There is some interesting discussion on the translation of Μακάριος, which I translate as Blessed by God or Privileged by God... The interesting thing that I noted however, was the translation of πτωχοὶ τῷ πνεύματι - which is usually translated as the poor in spirit - a reference taken to mean those economically marginalised and bankrupt. However, I'm not convinced this is accurate. Instead I'm thinking through a translation like this:
Privileged by God are those who lack the Spirit,
for Heaven’s Kingdom is theirs.
Here's my rationale: Matt 3:11; 12:28; 22:43 all refer to the Spirit of God. Matt 3:11 has noted John's prophecy that Jesus will baptize with the Holy Spirit.  Scholars agree that a background to the beatitudes is probably Isaiah 61, which notes that:
The Spirit of the Lord God is upon me, because the Lord has anointed me; he has sent me to bring good news to the oppressed, to bind up the brokenhearted, to proclaim liberty to the captives, and release to the prisoners...
If this is true, then we could have Jesus' announcement of blessing/privilege to his audience consisting of an announcement concerning the Holy Spirit, which is now available through Jesus to anyone who lacks the Spirit.

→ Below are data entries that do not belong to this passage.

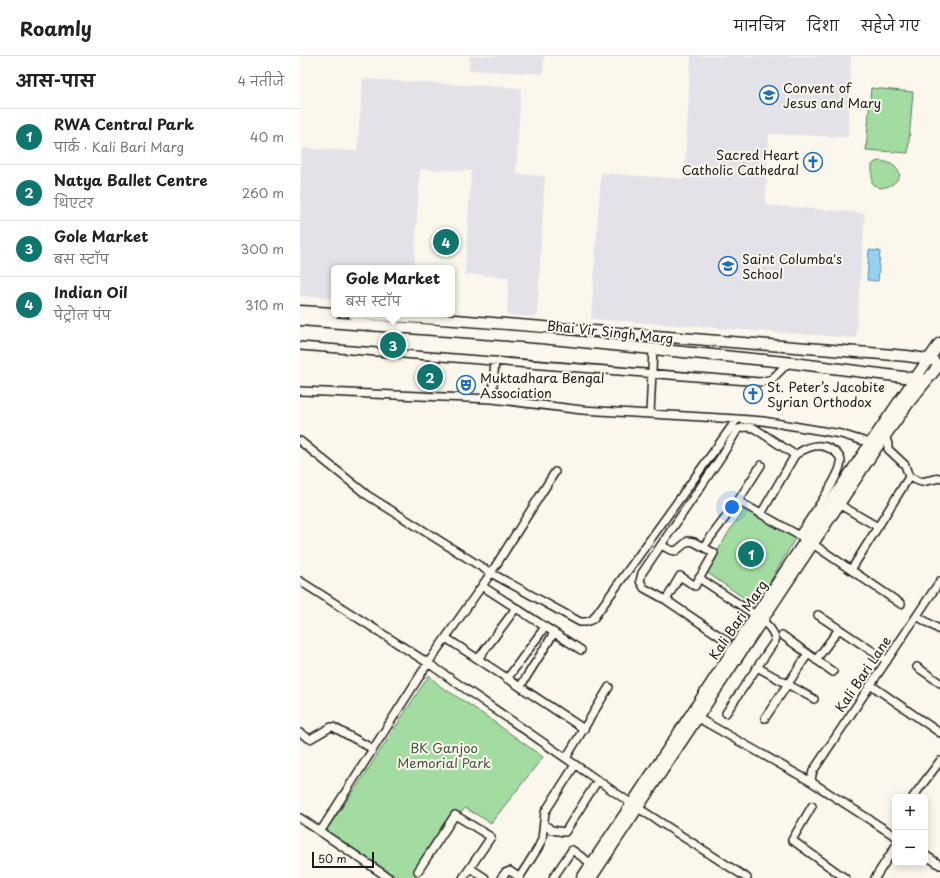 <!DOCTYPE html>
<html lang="hi">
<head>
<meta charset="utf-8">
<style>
	body { margin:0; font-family:"Playpen Sans","Playpen Sans Deva",sans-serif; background:#f6f6f6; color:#222 }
	.controls { position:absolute; right:12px; bottom:12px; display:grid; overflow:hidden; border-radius:6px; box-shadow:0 2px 10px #0003 }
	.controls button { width:36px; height:36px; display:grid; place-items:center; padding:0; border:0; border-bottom:1px solid #e0e0e0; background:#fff; color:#222; font:20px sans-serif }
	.scale { position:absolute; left:12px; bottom:10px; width:62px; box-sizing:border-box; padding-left:4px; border:2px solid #1c1c1c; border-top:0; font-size:11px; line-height:14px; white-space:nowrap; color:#1c1c1c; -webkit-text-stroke:3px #fbf7ec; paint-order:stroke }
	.you { position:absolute; left:432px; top:451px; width:14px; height:14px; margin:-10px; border:3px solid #fff; border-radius:50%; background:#1a73e8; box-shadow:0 0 0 6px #1a73e833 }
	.badge { display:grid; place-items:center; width:26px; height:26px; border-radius:50%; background:#0f766e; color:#fff; font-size:13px; font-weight:700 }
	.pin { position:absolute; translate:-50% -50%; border:2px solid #fff; box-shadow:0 1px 4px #0006 }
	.popup { position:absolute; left:31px; top:209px; width:124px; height:52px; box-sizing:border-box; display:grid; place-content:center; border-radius:6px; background:#fff; filter:drop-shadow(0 1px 3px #0005); font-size:13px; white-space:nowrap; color:#767676 }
	.popup b { font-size:15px; color:#222 }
	.popup::after { content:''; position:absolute; left:50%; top:100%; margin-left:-8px; border:8px solid transparent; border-top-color:#fff }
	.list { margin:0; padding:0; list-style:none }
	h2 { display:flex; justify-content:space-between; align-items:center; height:52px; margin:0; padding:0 16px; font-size:17px }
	h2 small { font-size:13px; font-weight:400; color:#767676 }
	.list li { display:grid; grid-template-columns:26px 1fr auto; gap:12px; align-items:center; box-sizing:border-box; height:56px; padding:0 16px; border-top:1px solid #e0e0e0 }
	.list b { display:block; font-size:15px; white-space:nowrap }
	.list p { margin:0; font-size:13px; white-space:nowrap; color:#767676 }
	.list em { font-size:13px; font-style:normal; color:#767676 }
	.map { position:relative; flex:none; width:640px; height:822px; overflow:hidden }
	header { display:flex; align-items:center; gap:24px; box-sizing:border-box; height:56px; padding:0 20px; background:#fff; border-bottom:1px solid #e0e0e0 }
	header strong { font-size:19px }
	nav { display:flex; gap:22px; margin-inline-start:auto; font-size:14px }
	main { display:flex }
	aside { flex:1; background:#fff }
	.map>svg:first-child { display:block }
	.built { fill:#e4e2e9 }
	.green { fill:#a2dca1; stroke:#5f7c5e }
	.water { fill:#94d2f5; stroke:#64899e }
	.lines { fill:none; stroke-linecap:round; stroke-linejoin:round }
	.street-casing { stroke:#1c1c1c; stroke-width:10 }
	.secondary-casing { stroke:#1c1c1c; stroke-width:13 }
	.street { stroke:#fbf7ec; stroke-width:7 }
	.secondary { stroke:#fbf7ec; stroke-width:10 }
	.labels { text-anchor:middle; stroke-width:4; stroke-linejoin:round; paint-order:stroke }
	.poi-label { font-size:13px; fill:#1c1c1c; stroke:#fbf7ec; text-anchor:start }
	.street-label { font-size:13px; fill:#1c1c1c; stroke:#fbf7ec }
	.park-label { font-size:13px; fill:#445644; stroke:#fbf7ec }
</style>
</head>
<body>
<header>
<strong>Roamly</strong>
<nav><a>मानचित्र</a><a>दिशा</a><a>सहेजे गए</a></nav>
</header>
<main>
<aside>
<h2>आस-पास<small>4 नतीजे</small></h2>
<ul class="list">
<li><span class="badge">1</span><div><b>RWA Central Park</b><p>पार्क · Kali Bari Marg</p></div><em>40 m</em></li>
<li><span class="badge">2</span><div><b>Natya Ballet Centre</b><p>थिएटर</p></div><em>260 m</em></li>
<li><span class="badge">3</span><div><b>Gole Market</b><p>बस स्टॉप</p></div><em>300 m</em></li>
<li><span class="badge">4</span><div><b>Indian Oil</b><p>पेट्रोल पंप</p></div><em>310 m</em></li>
</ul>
</aside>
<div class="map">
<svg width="640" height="822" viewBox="0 0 640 822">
	<rect width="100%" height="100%" fill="#fbf7ec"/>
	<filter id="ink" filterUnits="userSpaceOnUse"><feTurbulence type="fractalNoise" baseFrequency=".025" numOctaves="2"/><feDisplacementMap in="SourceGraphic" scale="8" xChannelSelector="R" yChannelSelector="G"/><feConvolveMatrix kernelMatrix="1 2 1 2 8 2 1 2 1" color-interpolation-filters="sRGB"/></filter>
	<g filter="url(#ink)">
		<!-- built -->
		<path class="built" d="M169 0H244L243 18 169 14Z
			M391 0H551L548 81 469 78 465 149 565 157 556 282 291 263 301 117 384 123Z
			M63 23 221 32 216 118 245 120 237 261 207 259 209 221 165 218 171 115 120 113 114 212H34V242L0 240V129L2 92 57 95Z"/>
		<!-- green -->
		<path class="green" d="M571 32 613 36 608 97 566 94Z
			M580 105C590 106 597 110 600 119 596 128 589 131 580 132L572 128V109L575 106Z
			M448 448 496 481 456 550 406 516 428 477Z
			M129 619 140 630 173 651 243 701 191 767 165 752 144 779 117 822H98L26 774 60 726Z"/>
		<!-- water -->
		<path class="water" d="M569 194 580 195 578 225 567 224Z"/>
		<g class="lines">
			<defs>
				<path id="street" d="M0 290 460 326 472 323 489 306
					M0 335 192 343 282 354 437 363 463 365 541 378 570 387
					M192 343 195 305
					M350 358 353 294
					M0 385 67 439 191 517 280 566H286L293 563 437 363
					M609 421 621 426 640 422
					M438 445 507 484 601 548
					M535 446 578 471
					M461 458 495 399C503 393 516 387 526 391 532 393 540 398 541 405 542 418 508 466 499 479
					M361 489 370 494 376 495 388 485 394 486 414 497 395 530 380 520 366 544
					M404 490 438 445 461 409
					M551 514 609 421 605 409 588 393V388L584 376
					M399 522 457 560C464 566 475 574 475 585L426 657
					M0 525 128 607 332 748 447 822
					M182 530 281 594
					M518 559 587 605
					M617 560 640 574
					M482 579 533 616
					M146 582 284 673
					M427 585 366 544 344 532 340 525 342 517 421 401 438 373 445 371 454 372 495 399
					M178 603 216 552
					M516 604 539 573
					M457 611 514 643
					M617 611 640 627
					M207 623 245 571
					M571 629 640 677
					M220 631 254 577
					M398 662 513 727 595 780
					M465 662 508 598
					M0 677 10 683 31 671H33L73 693
					M266 702 309 631
					M513 727 511 723 513 715 640 525
					M613 741 640 705
					M512 750 492 784 545 822
					M0 762 89 822
					M248 771 251 774 265 776 298 724
					M20 776 128 607 191 517 255 416
					M625 799 640 809
					M170 812 185 822
					M118 815 155 759 191 781 163 822
					M201 822 205 817 210 815 220 822
					M219 822 238 792 242 783 245 756 275 709
					M253 822 272 794 292 808
					M575 822 595 791"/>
				<path id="secondary" d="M0 255 34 257
					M53 258 155 264 607 300 633 304
					M0 264 241 282 485 306 627 324
					M282 822C402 645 516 462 640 287
					M291 822 577 391 610 345 640 308"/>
			</defs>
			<!-- street casing -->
			<use href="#street" class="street-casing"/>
			<!-- secondary casing -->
			<use href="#secondary" class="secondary-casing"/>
			<!-- street -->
			<use href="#street" class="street"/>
			<!-- secondary -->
			<use href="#secondary" class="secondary"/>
		</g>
	</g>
	<!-- icons -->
	<defs>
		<symbol id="school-ring" viewBox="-11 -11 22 22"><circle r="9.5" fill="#fbf7ec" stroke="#1f6fb2" stroke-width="1.5"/><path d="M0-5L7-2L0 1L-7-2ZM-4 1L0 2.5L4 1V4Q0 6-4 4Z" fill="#1f6fb2"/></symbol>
		<symbol id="church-ring" viewBox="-11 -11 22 22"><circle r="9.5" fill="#fbf7ec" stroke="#1f6fb2" stroke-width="1.5"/><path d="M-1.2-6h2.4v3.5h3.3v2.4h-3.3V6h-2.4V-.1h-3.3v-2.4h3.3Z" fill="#1f6fb2"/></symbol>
		<symbol id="theatre-ring" viewBox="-11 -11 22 22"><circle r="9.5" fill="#fbf7ec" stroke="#1f6fb2" stroke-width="1.5"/><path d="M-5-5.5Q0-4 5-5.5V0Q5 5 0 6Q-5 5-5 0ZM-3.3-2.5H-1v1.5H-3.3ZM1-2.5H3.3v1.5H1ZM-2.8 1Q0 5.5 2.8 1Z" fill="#1f6fb2"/></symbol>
	</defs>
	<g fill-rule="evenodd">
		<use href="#school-ring" x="458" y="28" width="22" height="22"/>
		<use href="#church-ring" x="502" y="95" width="22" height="22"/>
		<use href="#school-ring" x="417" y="199" width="22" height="22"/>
		<use href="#theatre-ring" x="155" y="318" width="22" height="22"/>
		<use href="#church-ring" x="442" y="327" width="22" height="22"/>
	</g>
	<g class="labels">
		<!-- poi labels -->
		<g class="poi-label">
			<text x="483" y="37">Convent of<tspan x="483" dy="15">Jesus and Mary</tspan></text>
			<text x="499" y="104" text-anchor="end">Sacred Heart<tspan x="499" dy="15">Catholic Cathedral</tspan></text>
			<text x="442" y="208">Saint Columba's<tspan x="442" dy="15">School</tspan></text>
			<text x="180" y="327">Muktadhara Bengal<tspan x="180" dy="15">Association</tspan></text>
			<text x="467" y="336">St. Peter’s Jacobite<tspan x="467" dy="15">Syrian Orthodox</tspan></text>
		</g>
		<!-- street labels -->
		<g class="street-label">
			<text transform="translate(310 276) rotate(6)" y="5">Bhai Vir Singh Marg</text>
			<text transform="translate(438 564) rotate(-56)" y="5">Kali Bari Marg</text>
			<text transform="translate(563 618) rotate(-56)" y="5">Kali Bari Lane</text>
		</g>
		<!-- park labels -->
		<g class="park-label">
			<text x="144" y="697">BK Ganjoo<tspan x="144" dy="15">Memorial Park</tspan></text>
		</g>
	</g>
</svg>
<div class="controls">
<button>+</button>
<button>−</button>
</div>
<div class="scale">50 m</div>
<div class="you"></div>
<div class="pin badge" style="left:451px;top:498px">1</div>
<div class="pin badge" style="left:130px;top:321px">2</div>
<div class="pin badge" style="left:93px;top:289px">3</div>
<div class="popup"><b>Gole Market</b>बस स्टॉप</div>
<div class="pin badge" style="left:146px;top:186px">4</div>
</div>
</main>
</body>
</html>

What a blessing!
I recognise that there are possible problems with the construction (See the criticism of Luz, Matthew 1-7, pg. 191 n. 59), but it does appear to make more sense than the usual interpretation, which ignores τῷ πνεύματι.
France, The Gospel of Matthew, pg. 165 sees this as a "poverty in spirit" but in a positive spiritual orientation, the converse of the arrognat self-confidence which not only rides roughshod over the interest of other people but more importantly causes a person to treat God as irrelevant. This is closer to my understanding, but again, it forces πνεύματι to refer to the human spirit which is impoverished or lacking, when Matthew's usage suggests a reference to the Divine Spirit.
Thoughts? Have I missed something?


Eddie said...


If Matthew intends Jesus words to be understood as reference to the Spirit of God, then how do we relate this to the parallel in Luke where Jesus simply says 'poor' with no reference to 'Spirit'? (Lk 6.20) Surely Luke intends material poverty ('but woe to you who are rich...' 6.22)

Because of this parallel, should Matthew's additional (?) reference to the Spirit then be understood in the tradition of the 'righteous poor' who plead their case before God against their oppressors?

Sean said...

Luke's account is either a redaction from Matthew, or drawn from an independent tradition (Q?). So I'm not sure we can determine Matthew's meaning, with reference to Luke. Luke has a special interest in the poor, as in those economically disadvantaged. But given the reason's above, I suggest that Matthew is using "poor" as a metaphor.

The reference to the "righteous poor" in the psalms is only of limited value, perhaps helpful in interpreting Matt 11:5; 19:21; 26:9, 11. So yeah.